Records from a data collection
Content starts
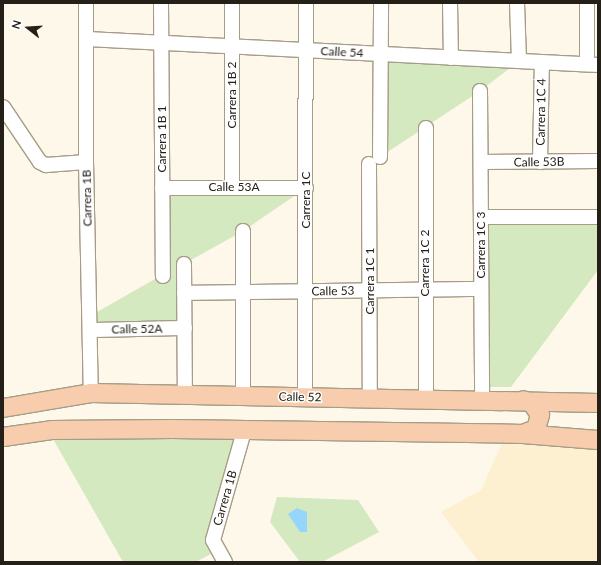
<!DOCTYPE html>
<html>
<head>
<meta charset="utf-8">
<style>
	body { margin:0 }
	#map { position:relative; width:601px; height:565px; overflow:hidden; background:#fef8ea; font-family:Lato,sans-serif }
	div>[style] { position:absolute }
	.built>* { inset:0; background:#fdf0d1 }
	.green>* { inset:0; background:#d5e9c0 }
	.water>* { inset:0; background:#94d6fc }
	.roads { filter:drop-shadow(1px 0 #a69d87) drop-shadow(-1px 0 #a69d87) drop-shadow(0 1px #a69d87) drop-shadow(0 -1px #a69d87) }
	.minor>* { height:14px; margin:-7px; padding:0 7px; transform-origin:7px; border-radius:7px; background:#fff }
	.major>* { height:18px; margin:-9px; padding:0 9px; transform-origin:9px; border-radius:9px; background:#f8cdad }
	span { translate:-50% -50%; white-space:nowrap; text-align:center; line-height:1.15; -webkit-text-stroke:3px #fff; paint-order:stroke }
	.street-label { font-size:12px; color:#242017 }
	.frame { position:absolute; inset:0; border:4px solid #242017; pointer-events:none }
	.north { position:absolute; left:8px; top:8px; width:40px; height:40px; -webkit-text-stroke:3px #fff; paint-order:stroke; rotate:287deg; font-size:11px; font-weight:700; line-height:16px; text-align:center; color:#242017 }
	.north::after { content:''; display:block; margin:auto; width:14px; height:18px; background:#242017; clip-path:polygon(50% 0,100% 100%,50% 72%,0 100%) }
</style>
</head>
<body>
<div id="map">
	<div class="built">
		<i style="clip-path:polygon(506px 434px,598px 440px,598px 562px,479px 562px,441px 512px,481px 490px)"></i>
	</div>
	<div class="green">
		<i style="clip-path:polygon(381px 54px,519px 61px,480px 91px,380px 157px)"></i>
		<i style="clip-path:polygon(162px 188px,306px 188px,243px 231px,184px 264px,185px 328px,90px 330px,90px 316px,162px 275px)"></i>
		<i style="clip-path:polygon(598px 223px,598px 270px,511px 387px,487px 387px,486px 224px)"></i>
		<i style="clip-path:polygon(52px 430px,244px 431px,218px 550px,196px 562px,123px 562px,53px 439px)"></i>
		<i style="clip-path:polygon(277px 497px,358px 500px,379px 532px,322px 562px,300px 562px,270px 522px)"></i>
	</div>
	<div class="water">
		<i style="clip-path:polygon(297px 508px,307px 512px,307px 532px,300px 532px,288px 514px)"></i>
	</div>
	<div class="roads">
		<div class="minor">
			<i style="left:86px;top:3px;width:159px;rotate:90deg"></i>
			<i style="left:86px;top:162px;width:231px;rotate:88.8deg"></i>
			<i style="left:161px;top:3px;width:273px;rotate:89.6deg"></i>
			<i style="left:232px;top:3px;width:184px;rotate:90deg"></i>
			<i style="left:450px;top:3px;width:55px;rotate:89deg"></i>
			<i style="left:517px;top:3px;width:58px;rotate:88deg"></i>
			<i style="left:587px;top:3px;width:61px;rotate:90deg"></i>
			<i style="left:87px;top:39px;width:512px;rotate:2.91deg"></i>
			<i style="left:480px;top:91px;width:309px;rotate:89.6deg"></i>
			<i style="left:3px;top:107px;width:66px;rotate:56.1deg"></i>
			<i style="left:40px;top:162px;width:7px;rotate:27deg"></i>
			<i style="left:46px;top:165px;width:40px;rotate:-4.3deg"></i>
			<i style="left:426px;top:128px;width:271px;rotate:90deg"></i>
			<i style="left:380px;top:157px;width:154px;rotate:-89.6deg"></i>
			<i style="left:481px;top:162px;width:117px;rotate:-0.5deg"></i>
			<i style="left:540px;top:162px;width:100px;rotate:-88.9deg"></i>
			<i style="left:369px;top:164px;width:234px;rotate:89.8deg"></i>
			<i style="left:162px;top:188px;width:144px"></i>
			<i style="left:481px;top:217px;width:117px"></i>
			<i style="left:243px;top:231px;width:165px;rotate:90deg"></i>
			<i style="left:184px;top:264px;width:131px;rotate:89.6deg"></i>
			<i style="left:184px;top:293px;width:297px;rotate:-0.8deg"></i>
			<i style="left:90px;top:330px;width:95px;rotate:-1.2deg"></i>
			<i style="left:305px;top:397px;width:394px;rotate:-89.9deg"></i>
			<i style="left:225px;top:562px;width:25px;rotate:-119deg"></i>
			<i style="left:213px;top:540px;width:113px;rotate:-74.1deg"></i>
		</div>
		<div class="major">
			<i style="left:3px;top:408px;width:89px;rotate:-9.7deg"></i>
			<i style="left:91px;top:393px;width:507px;rotate:1.13deg"></i>
			<i style="left:523px;top:434px;width:14px;rotate:-21deg"></i>
			<i style="left:536px;top:429px;width:15px;rotate:-74deg"></i>
			<i style="left:540px;top:415px;width:14px;rotate:-124deg"></i>
			<i style="left:532px;top:403px;width:9px;rotate:-162deg"></i>
			<i style="left:3px;top:437px;width:49px;rotate:-8.1deg"></i>
			<i style="left:52px;top:430px;width:121px;rotate:-0.5deg"></i>
			<i style="left:173px;top:429px;width:350px;rotate:0.8deg"></i>
			<i style="left:523px;top:434px;width:75px;rotate:4.6deg"></i>
		</div>
	</div>
	<div class="street-label">
		<span style="left:342px;top:52px;rotate:3deg">Calle 54</span>
		<span style="left:232px;top:95px;rotate:-90deg">Carrera 1B 2</span>
		<span style="left:541px;top:112px;rotate:-89deg">Carrera 1C 4</span>
		<span style="left:162px;top:139px;rotate:-90deg">Carrera 1B 1</span>
		<span style="left:539px;top:162px;rotate:-1deg">Calle 53B</span>
		<span style="left:234px;top:187px">Calle 53A</span>
		<span style="left:87px;top:198px;rotate:-91deg">Carrera 1B</span>
		<span style="left:306px;top:200px;rotate:-90deg">Carrera 1C</span>
		<span style="left:481px;top:245px;rotate:-90deg">Carrera 1C 3</span>
		<span style="left:425px;top:263px;rotate:-90deg">Carrera 1C 2</span>
		<span style="left:370px;top:281px;rotate:-90deg">Carrera 1C 1</span>
		<span style="left:333px;top:291px;rotate:-1deg">Calle 53</span>
		<span style="left:137px;top:329px;rotate:-1deg">Calle 52A</span>
		<span style="left:300px;top:397px;rotate:1deg">Calle 52</span>
		<span style="left:225px;top:498px;rotate:-74deg">Carrera 1B</span>
	</div>
	<div class="frame"></div>
	<div class="north">N</div>
</div>
</body>
</html>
Content ends
If a line in the records contains the word "built", copy it.

--- Result of the task ---
	.built>* { inset:0; background:#fdf0d1 }
	<div class="built">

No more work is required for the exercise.